**Activity:** Every entry, start to finish, should be printed verbatim without pictures.

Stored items
Start of Block
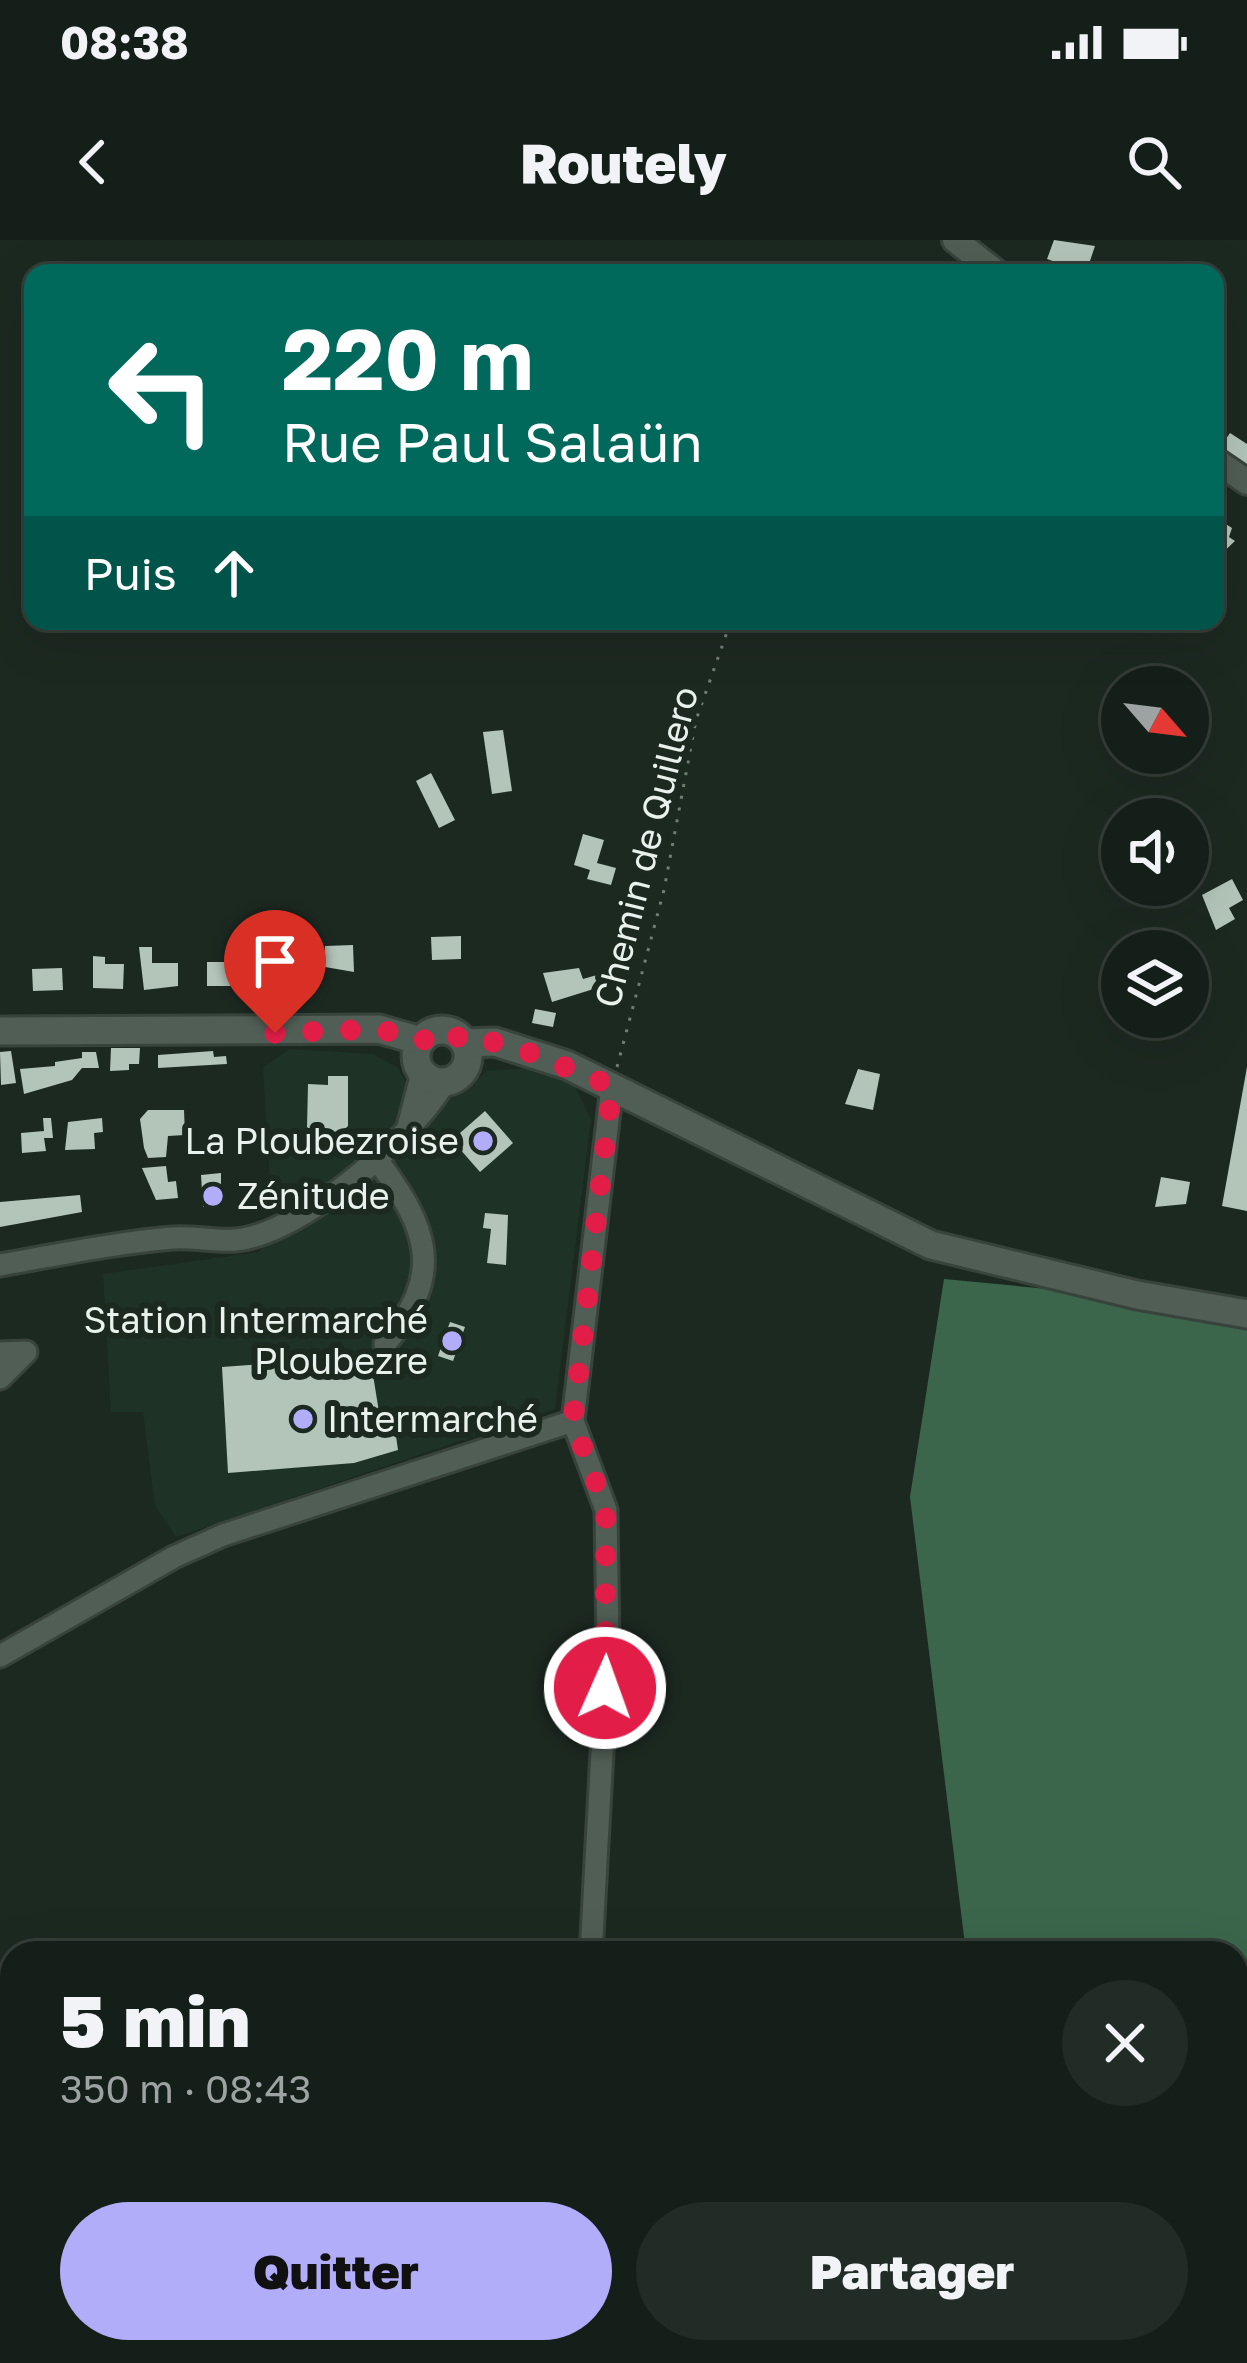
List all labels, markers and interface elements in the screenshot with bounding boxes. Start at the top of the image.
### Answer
text: 08:38 [60,15,189,69]
icon: back [60,129,126,195]
icon: search [1121,129,1187,195]
text: Routely [520,130,727,195]
text: 220 m [282,308,534,408]
icon: left [84,312,240,468]
text: Rue Paul Salaün [282,409,703,474]
icon: ahead [201,540,267,606]
text: Puis [84,546,177,600]
north arrow [1101,666,1209,774]
map controls [1101,666,1209,1038]
street label: Chemin de Quillero [585,682,706,1012]
button: sound [1101,798,1209,906]
pin [224,910,326,1033]
icon: arrive [242,928,308,994]
button: layers [1101,930,1209,1038]
place label: La Ploubezroise [184,1119,459,1162]
marker: La Ploubezroise [470,1128,496,1154]
place label: Zénitude [237,1174,390,1217]
marker: Zénitude [200,1183,226,1209]
place label: Station Intermarché Ploubezre [84,1298,428,1382]
marker: Station Intermarché Ploubezre [439,1328,465,1354]
place label: Intermarché [327,1397,538,1440]
marker: Intermarché [290,1406,316,1432]
position arrow [542,1625,668,1751]
text: 5 min [60,1976,250,2063]
button: close [1062,1980,1188,2106]
text: 350 m · 08:43 [60,2065,311,2112]
button: Quitter [60,2202,612,2340]
button: Partager [636,2202,1188,2340]

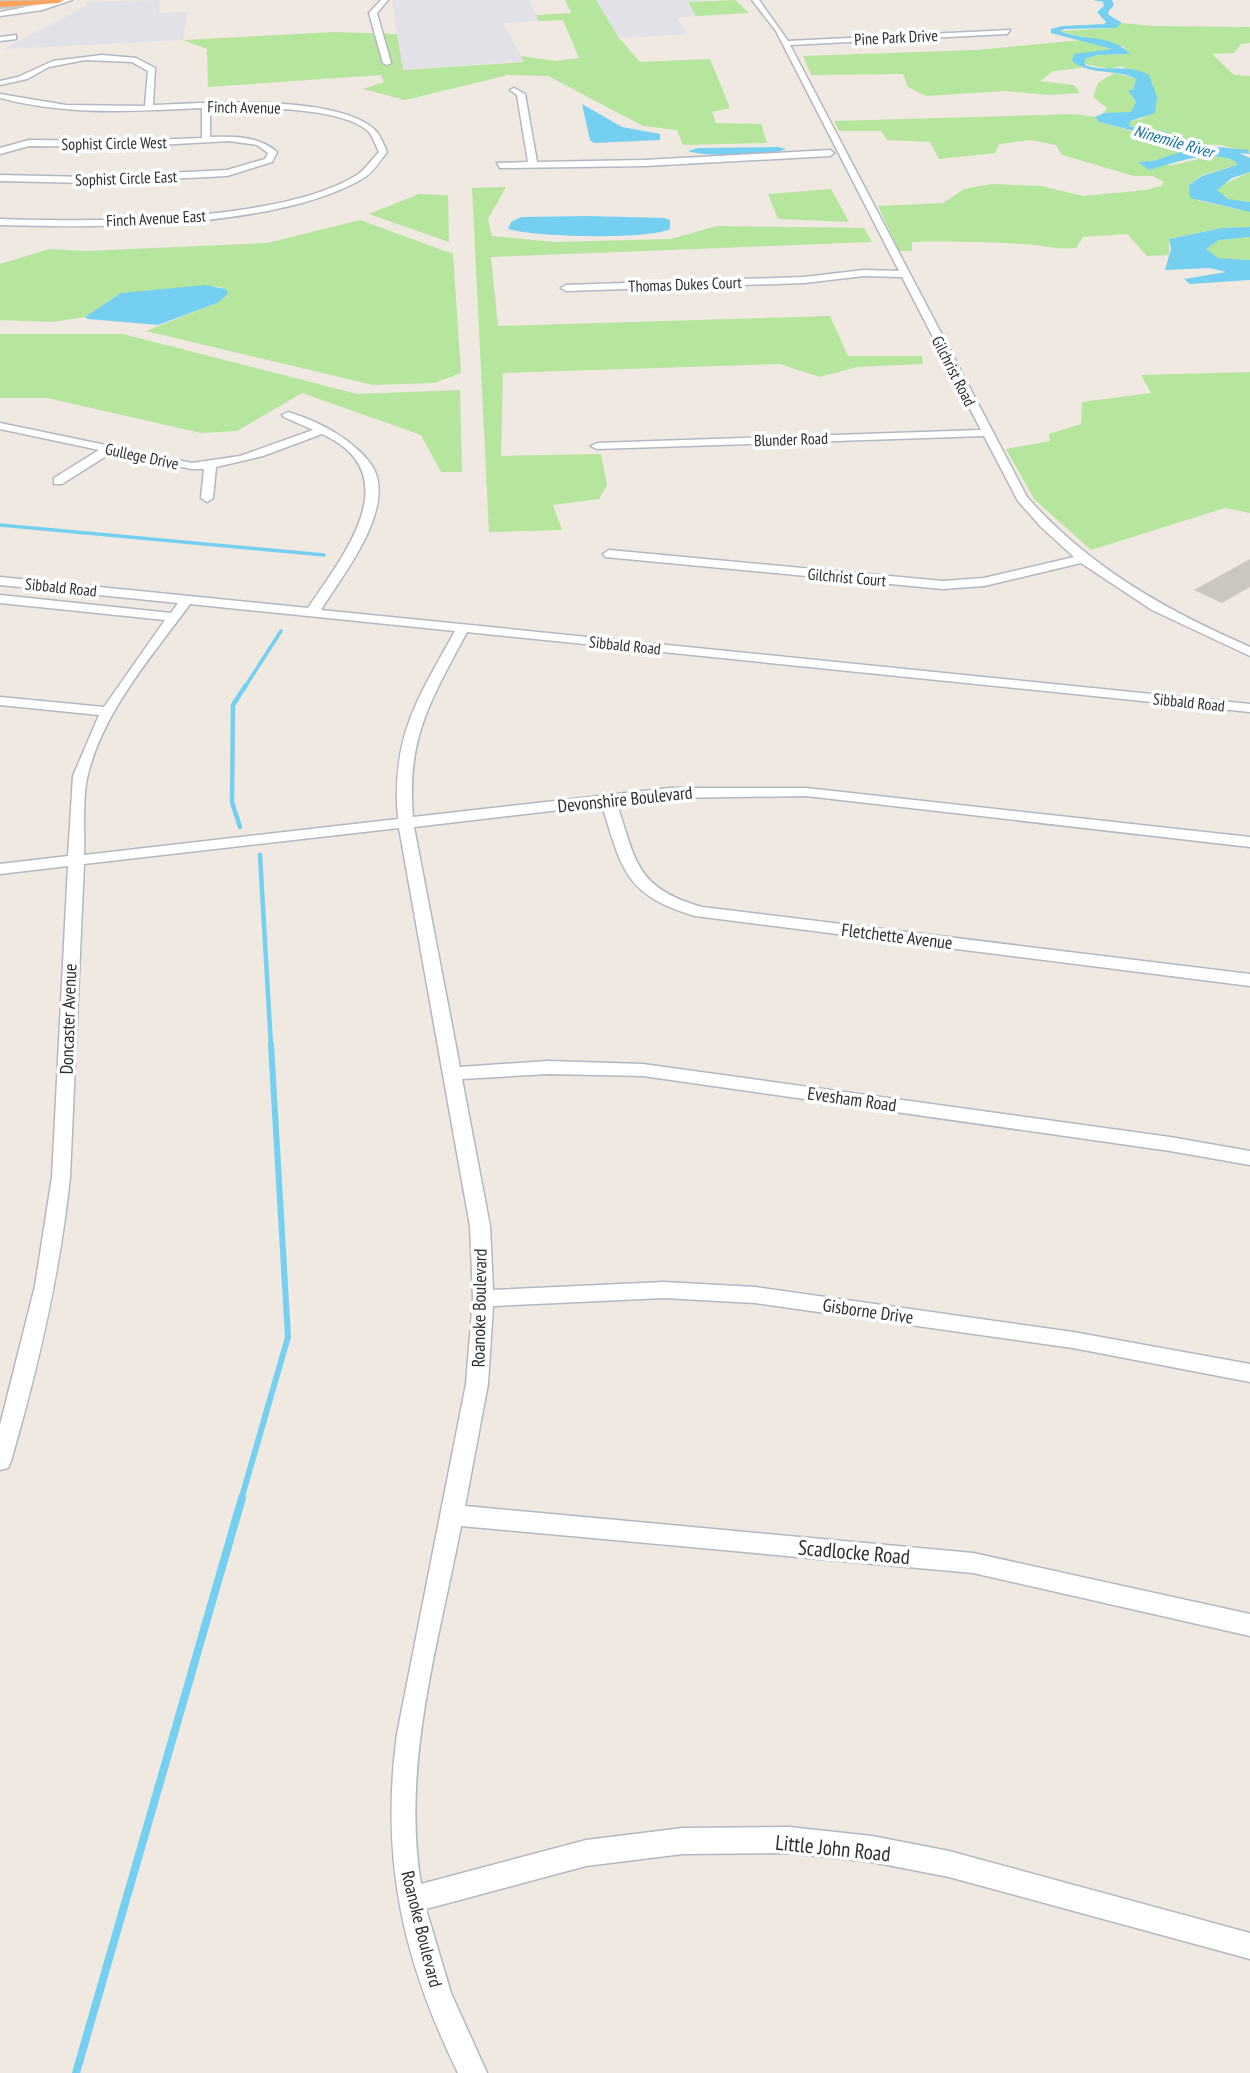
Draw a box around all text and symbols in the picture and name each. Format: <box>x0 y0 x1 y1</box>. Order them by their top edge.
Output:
End of Block
**Answer section:**
List all labels, markers and interface elements in the screenshot with bounding boxes. Start at the top of the image.
### Answer
text: 08:38 [60,15,189,69]
icon: back [60,129,126,195]
icon: search [1121,129,1187,195]
text: Routely [520,130,727,195]
text: 220 m [282,308,534,408]
icon: left [84,312,240,468]
text: Rue Paul Salaün [282,409,703,474]
icon: ahead [201,540,267,606]
text: Puis [84,546,177,600]
north arrow [1101,666,1209,774]
map controls [1101,666,1209,1038]
street label: Chemin de Quillero [585,682,706,1012]
button: sound [1101,798,1209,906]
pin [224,910,326,1033]
icon: arrive [242,928,308,994]
button: layers [1101,930,1209,1038]
place label: La Ploubezroise [184,1119,459,1162]
marker: La Ploubezroise [470,1128,496,1154]
place label: Zénitude [237,1174,390,1217]
marker: Zénitude [200,1183,226,1209]
place label: Station Intermarché Ploubezre [84,1298,428,1382]
marker: Station Intermarché Ploubezre [439,1328,465,1354]
place label: Intermarché [327,1397,538,1440]
marker: Intermarché [290,1406,316,1432]
position arrow [542,1625,668,1751]
text: 5 min [60,1976,250,2063]
button: close [1062,1980,1188,2106]
text: 350 m · 08:43 [60,2065,311,2112]
button: Quitter [60,2202,612,2340]
button: Partager [636,2202,1188,2340]

Draw a box around all text and symbols in the picture and name each. Format: <box>x0 y0 x1 y1</box>. Order them by their top edge.
Output:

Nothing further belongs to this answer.